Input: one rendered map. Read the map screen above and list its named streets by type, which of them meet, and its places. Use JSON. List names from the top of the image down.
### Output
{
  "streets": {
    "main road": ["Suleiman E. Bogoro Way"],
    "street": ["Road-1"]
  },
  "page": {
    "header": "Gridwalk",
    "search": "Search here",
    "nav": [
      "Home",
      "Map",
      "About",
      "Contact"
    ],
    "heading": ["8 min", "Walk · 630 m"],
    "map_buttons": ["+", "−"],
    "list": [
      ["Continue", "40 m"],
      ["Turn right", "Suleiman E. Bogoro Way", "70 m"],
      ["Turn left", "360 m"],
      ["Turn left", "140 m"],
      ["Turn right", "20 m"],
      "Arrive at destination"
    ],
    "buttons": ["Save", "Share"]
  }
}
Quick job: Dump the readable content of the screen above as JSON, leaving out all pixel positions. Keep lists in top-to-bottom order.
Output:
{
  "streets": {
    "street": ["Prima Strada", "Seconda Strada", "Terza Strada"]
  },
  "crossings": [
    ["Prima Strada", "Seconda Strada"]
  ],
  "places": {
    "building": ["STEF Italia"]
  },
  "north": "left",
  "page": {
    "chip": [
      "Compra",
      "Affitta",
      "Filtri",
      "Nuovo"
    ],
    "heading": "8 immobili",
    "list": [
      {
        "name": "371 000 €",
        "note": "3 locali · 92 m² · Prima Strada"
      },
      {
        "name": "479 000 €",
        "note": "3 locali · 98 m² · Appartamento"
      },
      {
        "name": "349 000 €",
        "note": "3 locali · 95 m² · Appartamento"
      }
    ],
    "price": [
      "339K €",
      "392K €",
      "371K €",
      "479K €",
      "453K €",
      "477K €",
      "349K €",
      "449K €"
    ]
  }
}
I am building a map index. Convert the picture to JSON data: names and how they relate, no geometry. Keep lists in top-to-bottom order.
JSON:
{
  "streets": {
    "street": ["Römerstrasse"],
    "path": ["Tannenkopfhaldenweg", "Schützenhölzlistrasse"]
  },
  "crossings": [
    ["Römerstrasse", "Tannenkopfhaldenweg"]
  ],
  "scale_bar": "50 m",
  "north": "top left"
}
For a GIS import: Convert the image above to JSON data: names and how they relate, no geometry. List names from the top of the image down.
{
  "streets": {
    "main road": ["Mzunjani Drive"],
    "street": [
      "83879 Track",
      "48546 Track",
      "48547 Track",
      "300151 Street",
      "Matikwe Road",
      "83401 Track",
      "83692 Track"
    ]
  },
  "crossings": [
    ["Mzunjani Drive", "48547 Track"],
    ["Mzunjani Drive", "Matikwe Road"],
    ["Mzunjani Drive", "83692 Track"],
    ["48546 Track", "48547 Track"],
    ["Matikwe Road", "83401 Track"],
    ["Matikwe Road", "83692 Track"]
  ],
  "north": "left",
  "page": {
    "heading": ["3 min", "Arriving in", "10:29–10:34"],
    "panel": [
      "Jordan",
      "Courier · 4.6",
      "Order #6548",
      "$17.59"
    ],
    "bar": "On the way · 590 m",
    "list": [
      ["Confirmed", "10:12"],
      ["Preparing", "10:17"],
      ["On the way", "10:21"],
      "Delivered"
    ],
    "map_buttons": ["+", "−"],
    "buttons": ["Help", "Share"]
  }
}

About this task:
Reproduce the records above line by line, without any change, up to and including the line that holds "Quick job: Dump".

Solved exercise:
Input: one rendered map. Read the map screen above and list its named streets by type, which of them meet, and its places. Use JSON. List names from the top of the image down.
### Output
{
  "streets": {
    "main road": ["Suleiman E. Bogoro Way"],
    "street": ["Road-1"]
  },
  "page": {
    "header": "Gridwalk",
    "search": "Search here",
    "nav": [
      "Home",
      "Map",
      "About",
      "Contact"
    ],
    "heading": ["8 min", "Walk · 630 m"],
    "map_buttons": ["+", "−"],
    "list": [
      ["Continue", "40 m"],
      ["Turn right", "Suleiman E. Bogoro Way", "70 m"],
      ["Turn left", "360 m"],
      ["Turn left", "140 m"],
      ["Turn right", "20 m"],
      "Arrive at destination"
    ],
    "buttons": ["Save", "Share"]
  }
}
Quick job: Dump the readable content of the screen above as JSON, leaving out all pixel positions. Keep lists in top-to-bottom order.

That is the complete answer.